First it checks/broadcasts the two arrays as follows:
* If A is 1D, it is promoted to a matrix by *prepending* a 1 to its dimensions (row vector). After matrix multiplication the prepended 1 is removed.
* If B is 1D, it is promoted to a matrix by *appending* a 1 to its dimensions (column vector). After matrix multiplication the appended 1 is removed.
* If either A or B is ND, N > 2, it is treated as a stack of matrices residing in the last two indexes and broadcast accordingly.

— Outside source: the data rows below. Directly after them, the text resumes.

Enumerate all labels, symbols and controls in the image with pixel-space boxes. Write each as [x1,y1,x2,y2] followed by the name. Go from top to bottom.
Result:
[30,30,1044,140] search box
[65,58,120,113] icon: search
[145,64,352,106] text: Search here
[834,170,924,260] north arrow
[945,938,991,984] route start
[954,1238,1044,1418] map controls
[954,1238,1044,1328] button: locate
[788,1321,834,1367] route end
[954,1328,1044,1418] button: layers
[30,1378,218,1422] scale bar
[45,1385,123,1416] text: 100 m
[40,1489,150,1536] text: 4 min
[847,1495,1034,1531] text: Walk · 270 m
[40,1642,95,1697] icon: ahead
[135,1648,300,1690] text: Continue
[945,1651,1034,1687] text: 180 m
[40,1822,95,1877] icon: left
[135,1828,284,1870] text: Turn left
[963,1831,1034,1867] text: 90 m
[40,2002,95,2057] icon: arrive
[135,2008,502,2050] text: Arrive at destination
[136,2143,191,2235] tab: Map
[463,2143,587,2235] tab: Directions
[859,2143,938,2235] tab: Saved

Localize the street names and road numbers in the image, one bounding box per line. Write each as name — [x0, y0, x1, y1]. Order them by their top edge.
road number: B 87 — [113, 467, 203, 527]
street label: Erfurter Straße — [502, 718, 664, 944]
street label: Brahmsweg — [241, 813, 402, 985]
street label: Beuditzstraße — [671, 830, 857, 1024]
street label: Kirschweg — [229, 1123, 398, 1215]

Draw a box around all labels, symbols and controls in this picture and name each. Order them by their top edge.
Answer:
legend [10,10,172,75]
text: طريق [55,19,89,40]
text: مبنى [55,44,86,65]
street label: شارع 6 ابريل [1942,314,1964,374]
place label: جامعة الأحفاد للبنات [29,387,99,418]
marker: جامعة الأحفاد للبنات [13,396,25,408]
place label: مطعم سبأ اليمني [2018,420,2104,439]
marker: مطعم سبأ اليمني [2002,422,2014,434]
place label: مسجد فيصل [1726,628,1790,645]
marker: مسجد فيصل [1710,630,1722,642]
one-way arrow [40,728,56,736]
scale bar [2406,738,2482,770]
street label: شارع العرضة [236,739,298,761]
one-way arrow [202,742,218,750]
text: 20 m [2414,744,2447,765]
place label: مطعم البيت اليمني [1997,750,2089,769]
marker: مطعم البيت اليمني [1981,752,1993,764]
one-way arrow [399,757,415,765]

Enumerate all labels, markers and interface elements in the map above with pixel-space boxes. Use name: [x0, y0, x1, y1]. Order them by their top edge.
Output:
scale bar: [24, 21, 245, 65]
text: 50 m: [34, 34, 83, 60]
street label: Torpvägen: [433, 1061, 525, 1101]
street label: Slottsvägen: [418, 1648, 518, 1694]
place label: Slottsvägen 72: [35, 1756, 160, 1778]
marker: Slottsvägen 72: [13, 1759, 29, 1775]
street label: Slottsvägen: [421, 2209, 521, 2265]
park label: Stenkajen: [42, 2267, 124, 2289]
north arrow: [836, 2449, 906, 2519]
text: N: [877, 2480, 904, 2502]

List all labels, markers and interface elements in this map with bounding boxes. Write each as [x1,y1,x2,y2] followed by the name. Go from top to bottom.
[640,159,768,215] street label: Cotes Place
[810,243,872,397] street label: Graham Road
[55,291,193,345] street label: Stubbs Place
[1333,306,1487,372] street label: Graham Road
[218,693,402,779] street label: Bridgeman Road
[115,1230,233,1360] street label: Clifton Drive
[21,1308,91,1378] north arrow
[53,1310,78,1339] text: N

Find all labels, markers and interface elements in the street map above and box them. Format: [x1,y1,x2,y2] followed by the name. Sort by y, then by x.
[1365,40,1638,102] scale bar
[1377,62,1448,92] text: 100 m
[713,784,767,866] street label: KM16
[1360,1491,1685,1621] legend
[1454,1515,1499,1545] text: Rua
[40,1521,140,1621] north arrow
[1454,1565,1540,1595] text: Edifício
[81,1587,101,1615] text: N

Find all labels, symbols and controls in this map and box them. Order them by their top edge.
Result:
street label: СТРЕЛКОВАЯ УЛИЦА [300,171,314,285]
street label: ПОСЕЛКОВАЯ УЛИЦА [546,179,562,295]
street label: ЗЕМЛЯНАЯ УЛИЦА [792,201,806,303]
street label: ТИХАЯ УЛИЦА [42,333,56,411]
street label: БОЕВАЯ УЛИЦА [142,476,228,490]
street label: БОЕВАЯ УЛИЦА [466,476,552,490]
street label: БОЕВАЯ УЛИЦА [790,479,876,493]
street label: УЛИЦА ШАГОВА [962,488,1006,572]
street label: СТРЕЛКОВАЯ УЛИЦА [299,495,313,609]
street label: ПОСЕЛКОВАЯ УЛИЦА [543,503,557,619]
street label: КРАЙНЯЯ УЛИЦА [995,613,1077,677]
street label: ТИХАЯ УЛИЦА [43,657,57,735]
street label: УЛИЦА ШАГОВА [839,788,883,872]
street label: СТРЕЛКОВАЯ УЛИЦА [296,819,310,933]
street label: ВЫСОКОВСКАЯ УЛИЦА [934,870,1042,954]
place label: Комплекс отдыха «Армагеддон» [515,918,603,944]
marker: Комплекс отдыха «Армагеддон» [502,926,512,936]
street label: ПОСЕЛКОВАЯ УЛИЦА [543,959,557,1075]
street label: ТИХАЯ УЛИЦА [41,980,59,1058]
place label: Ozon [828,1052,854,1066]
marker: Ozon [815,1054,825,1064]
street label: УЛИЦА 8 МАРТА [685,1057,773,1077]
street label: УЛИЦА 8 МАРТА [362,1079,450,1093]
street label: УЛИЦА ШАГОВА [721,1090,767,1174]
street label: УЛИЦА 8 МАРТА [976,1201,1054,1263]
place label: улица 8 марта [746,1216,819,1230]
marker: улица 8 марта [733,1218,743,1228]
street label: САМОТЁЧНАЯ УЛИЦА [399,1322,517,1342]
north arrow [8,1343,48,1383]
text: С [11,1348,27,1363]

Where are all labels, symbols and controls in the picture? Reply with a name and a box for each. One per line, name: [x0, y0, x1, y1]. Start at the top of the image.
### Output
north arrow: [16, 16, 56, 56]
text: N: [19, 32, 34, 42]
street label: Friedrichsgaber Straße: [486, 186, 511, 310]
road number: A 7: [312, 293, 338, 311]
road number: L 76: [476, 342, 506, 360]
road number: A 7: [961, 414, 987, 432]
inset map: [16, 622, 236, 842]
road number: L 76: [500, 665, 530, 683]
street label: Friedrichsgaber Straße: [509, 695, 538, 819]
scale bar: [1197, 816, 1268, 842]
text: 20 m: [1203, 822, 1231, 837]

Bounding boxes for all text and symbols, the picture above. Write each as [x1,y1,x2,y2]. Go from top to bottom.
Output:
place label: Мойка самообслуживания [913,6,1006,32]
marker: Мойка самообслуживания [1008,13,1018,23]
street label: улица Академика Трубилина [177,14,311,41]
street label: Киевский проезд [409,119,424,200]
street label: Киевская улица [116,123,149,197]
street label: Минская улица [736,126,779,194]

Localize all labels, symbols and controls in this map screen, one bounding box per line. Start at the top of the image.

Then it does a sum-product between the two arrays over the last dimension of A and the one before last dimension of B

Corrollaries:
1. Multiplication with a scalar is not allowed. Use the * operator instead
2. If A and B are 1D arrays, it computes the dot-product of two vectors A^T dot B
3. If A is 1D and B is 2D, it computes the vector-matrix product A^T dot B
4. If A is 2D and B is 1D, it computes matrix-vector product A dot B
5. If A and B are 2D matrices, the standard matrix product is computed

## An example from finance

We have an equity portfolio of $N$ assets. 
For each asset $i$, the portfolio contains a position $x_i$ in million dollars.  
Positive (negative) position means the portfolio is long (short).   
The return volatilities $\sigma_i$ and the return correlation matrix $\rho$ are given (only the upper triangular part).  
Compute the volatility of the portfolio returns.

In [70]:
x = np.array([1.5, -0.8, 6.5, 4.7, -1.4])
sigma = np.array([0.2, 0.18, 0.12, 0.25, 0.21]) 
rho = np.array([[1.0, 0.4, 0.6, 0.7, 0.4], 
                [np.NaN, 1.0, 0.5, 0.7, 0.5],
                [np.NaN, np.NaN, 1.0, 0.4, 0.5],
                [np.NaN, np.NaN, np.NaN, 1.0, 0.6],
                [np.NaN, np.NaN, np.NaN, np.NaN, 1.0]])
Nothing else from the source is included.